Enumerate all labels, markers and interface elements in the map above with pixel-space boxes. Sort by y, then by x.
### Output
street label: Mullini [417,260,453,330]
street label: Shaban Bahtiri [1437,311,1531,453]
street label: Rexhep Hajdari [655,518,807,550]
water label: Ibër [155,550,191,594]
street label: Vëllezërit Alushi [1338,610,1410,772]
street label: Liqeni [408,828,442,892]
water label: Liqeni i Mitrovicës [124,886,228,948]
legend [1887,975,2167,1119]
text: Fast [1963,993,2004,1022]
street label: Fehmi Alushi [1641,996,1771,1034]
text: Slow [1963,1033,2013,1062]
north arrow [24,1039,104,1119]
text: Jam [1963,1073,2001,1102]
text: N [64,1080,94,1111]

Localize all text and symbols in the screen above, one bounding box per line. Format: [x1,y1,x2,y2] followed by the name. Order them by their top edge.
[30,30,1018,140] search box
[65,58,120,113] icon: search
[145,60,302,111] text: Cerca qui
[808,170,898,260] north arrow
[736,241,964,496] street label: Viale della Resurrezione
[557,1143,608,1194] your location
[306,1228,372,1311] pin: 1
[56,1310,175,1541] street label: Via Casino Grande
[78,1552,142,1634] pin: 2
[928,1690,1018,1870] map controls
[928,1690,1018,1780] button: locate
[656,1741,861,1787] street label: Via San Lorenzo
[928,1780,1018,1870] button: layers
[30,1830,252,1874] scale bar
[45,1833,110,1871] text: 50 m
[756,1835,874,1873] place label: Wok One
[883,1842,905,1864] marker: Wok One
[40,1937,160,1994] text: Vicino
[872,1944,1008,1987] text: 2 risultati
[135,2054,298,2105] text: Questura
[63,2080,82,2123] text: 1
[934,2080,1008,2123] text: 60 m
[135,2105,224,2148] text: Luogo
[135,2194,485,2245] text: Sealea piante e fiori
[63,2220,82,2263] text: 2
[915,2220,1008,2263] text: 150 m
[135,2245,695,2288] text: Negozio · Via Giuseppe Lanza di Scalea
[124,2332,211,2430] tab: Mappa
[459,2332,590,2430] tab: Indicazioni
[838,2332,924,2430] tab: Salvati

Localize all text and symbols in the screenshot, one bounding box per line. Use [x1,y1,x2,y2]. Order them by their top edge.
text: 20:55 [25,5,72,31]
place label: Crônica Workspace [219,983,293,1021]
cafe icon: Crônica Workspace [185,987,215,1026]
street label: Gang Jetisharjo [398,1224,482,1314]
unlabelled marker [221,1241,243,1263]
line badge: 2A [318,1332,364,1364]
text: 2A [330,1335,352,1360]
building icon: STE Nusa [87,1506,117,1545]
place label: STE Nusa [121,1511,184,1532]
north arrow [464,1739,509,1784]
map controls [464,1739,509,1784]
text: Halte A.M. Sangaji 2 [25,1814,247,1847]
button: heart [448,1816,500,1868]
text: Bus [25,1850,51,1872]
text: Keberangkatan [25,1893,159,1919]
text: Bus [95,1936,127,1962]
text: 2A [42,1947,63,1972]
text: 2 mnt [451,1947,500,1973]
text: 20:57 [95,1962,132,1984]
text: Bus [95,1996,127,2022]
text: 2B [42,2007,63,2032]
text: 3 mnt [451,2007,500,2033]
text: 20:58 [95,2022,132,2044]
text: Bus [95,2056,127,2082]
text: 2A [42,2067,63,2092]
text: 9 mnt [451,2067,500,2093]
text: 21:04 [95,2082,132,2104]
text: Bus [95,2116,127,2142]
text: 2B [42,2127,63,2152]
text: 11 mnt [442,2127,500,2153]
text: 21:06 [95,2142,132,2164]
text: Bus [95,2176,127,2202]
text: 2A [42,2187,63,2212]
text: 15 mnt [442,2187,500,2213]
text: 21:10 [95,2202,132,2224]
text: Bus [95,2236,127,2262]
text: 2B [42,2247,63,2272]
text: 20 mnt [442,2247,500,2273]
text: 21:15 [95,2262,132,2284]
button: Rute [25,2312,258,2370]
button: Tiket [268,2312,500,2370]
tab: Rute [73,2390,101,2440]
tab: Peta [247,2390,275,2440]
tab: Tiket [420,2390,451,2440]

▶ [YOUR GOAL] Copy all the records above exactly, missing none.

▶ [TASK OUTPUT]
Enumerate all labels, markers and interface elements in the map above with pixel-space boxes. Sort by y, then by x.
### Output
street label: Mullini [417,260,453,330]
street label: Shaban Bahtiri [1437,311,1531,453]
street label: Rexhep Hajdari [655,518,807,550]
water label: Ibër [155,550,191,594]
street label: Vëllezërit Alushi [1338,610,1410,772]
street label: Liqeni [408,828,442,892]
water label: Liqeni i Mitrovicës [124,886,228,948]
legend [1887,975,2167,1119]
text: Fast [1963,993,2004,1022]
street label: Fehmi Alushi [1641,996,1771,1034]
text: Slow [1963,1033,2013,1062]
north arrow [24,1039,104,1119]
text: Jam [1963,1073,2001,1102]
text: N [64,1080,94,1111]

Localize all text and symbols in the screen above, one bounding box per line. Format: [x1,y1,x2,y2] followed by the name. Order them by their top edge.
[30,30,1018,140] search box
[65,58,120,113] icon: search
[145,60,302,111] text: Cerca qui
[808,170,898,260] north arrow
[736,241,964,496] street label: Viale della Resurrezione
[557,1143,608,1194] your location
[306,1228,372,1311] pin: 1
[56,1310,175,1541] street label: Via Casino Grande
[78,1552,142,1634] pin: 2
[928,1690,1018,1870] map controls
[928,1690,1018,1780] button: locate
[656,1741,861,1787] street label: Via San Lorenzo
[928,1780,1018,1870] button: layers
[30,1830,252,1874] scale bar
[45,1833,110,1871] text: 50 m
[756,1835,874,1873] place label: Wok One
[883,1842,905,1864] marker: Wok One
[40,1937,160,1994] text: Vicino
[872,1944,1008,1987] text: 2 risultati
[135,2054,298,2105] text: Questura
[63,2080,82,2123] text: 1
[934,2080,1008,2123] text: 60 m
[135,2105,224,2148] text: Luogo
[135,2194,485,2245] text: Sealea piante e fiori
[63,2220,82,2263] text: 2
[915,2220,1008,2263] text: 150 m
[135,2245,695,2288] text: Negozio · Via Giuseppe Lanza di Scalea
[124,2332,211,2430] tab: Mappa
[459,2332,590,2430] tab: Indicazioni
[838,2332,924,2430] tab: Salvati

Localize all text and symbols in the screenshot, one bounding box per line. Use [x1,y1,x2,y2]. Order them by their top edge.
text: 20:55 [25,5,72,31]
place label: Crônica Workspace [219,983,293,1021]
cafe icon: Crônica Workspace [185,987,215,1026]
street label: Gang Jetisharjo [398,1224,482,1314]
unlabelled marker [221,1241,243,1263]
line badge: 2A [318,1332,364,1364]
text: 2A [330,1335,352,1360]
building icon: STE Nusa [87,1506,117,1545]
place label: STE Nusa [121,1511,184,1532]
north arrow [464,1739,509,1784]
map controls [464,1739,509,1784]
text: Halte A.M. Sangaji 2 [25,1814,247,1847]
button: heart [448,1816,500,1868]
text: Bus [25,1850,51,1872]
text: Keberangkatan [25,1893,159,1919]
text: Bus [95,1936,127,1962]
text: 2A [42,1947,63,1972]
text: 2 mnt [451,1947,500,1973]
text: 20:57 [95,1962,132,1984]
text: Bus [95,1996,127,2022]
text: 2B [42,2007,63,2032]
text: 3 mnt [451,2007,500,2033]
text: 20:58 [95,2022,132,2044]
text: Bus [95,2056,127,2082]
text: 2A [42,2067,63,2092]
text: 9 mnt [451,2067,500,2093]
text: 21:04 [95,2082,132,2104]
text: Bus [95,2116,127,2142]
text: 2B [42,2127,63,2152]
text: 11 mnt [442,2127,500,2153]
text: 21:06 [95,2142,132,2164]
text: Bus [95,2176,127,2202]
text: 2A [42,2187,63,2212]
text: 15 mnt [442,2187,500,2213]
text: 21:10 [95,2202,132,2224]
text: Bus [95,2236,127,2262]
text: 2B [42,2247,63,2272]
text: 20 mnt [442,2247,500,2273]
text: 21:15 [95,2262,132,2284]
button: Rute [25,2312,258,2370]
button: Tiket [268,2312,500,2370]
tab: Rute [73,2390,101,2440]
tab: Peta [247,2390,275,2440]
tab: Tiket [420,2390,451,2440]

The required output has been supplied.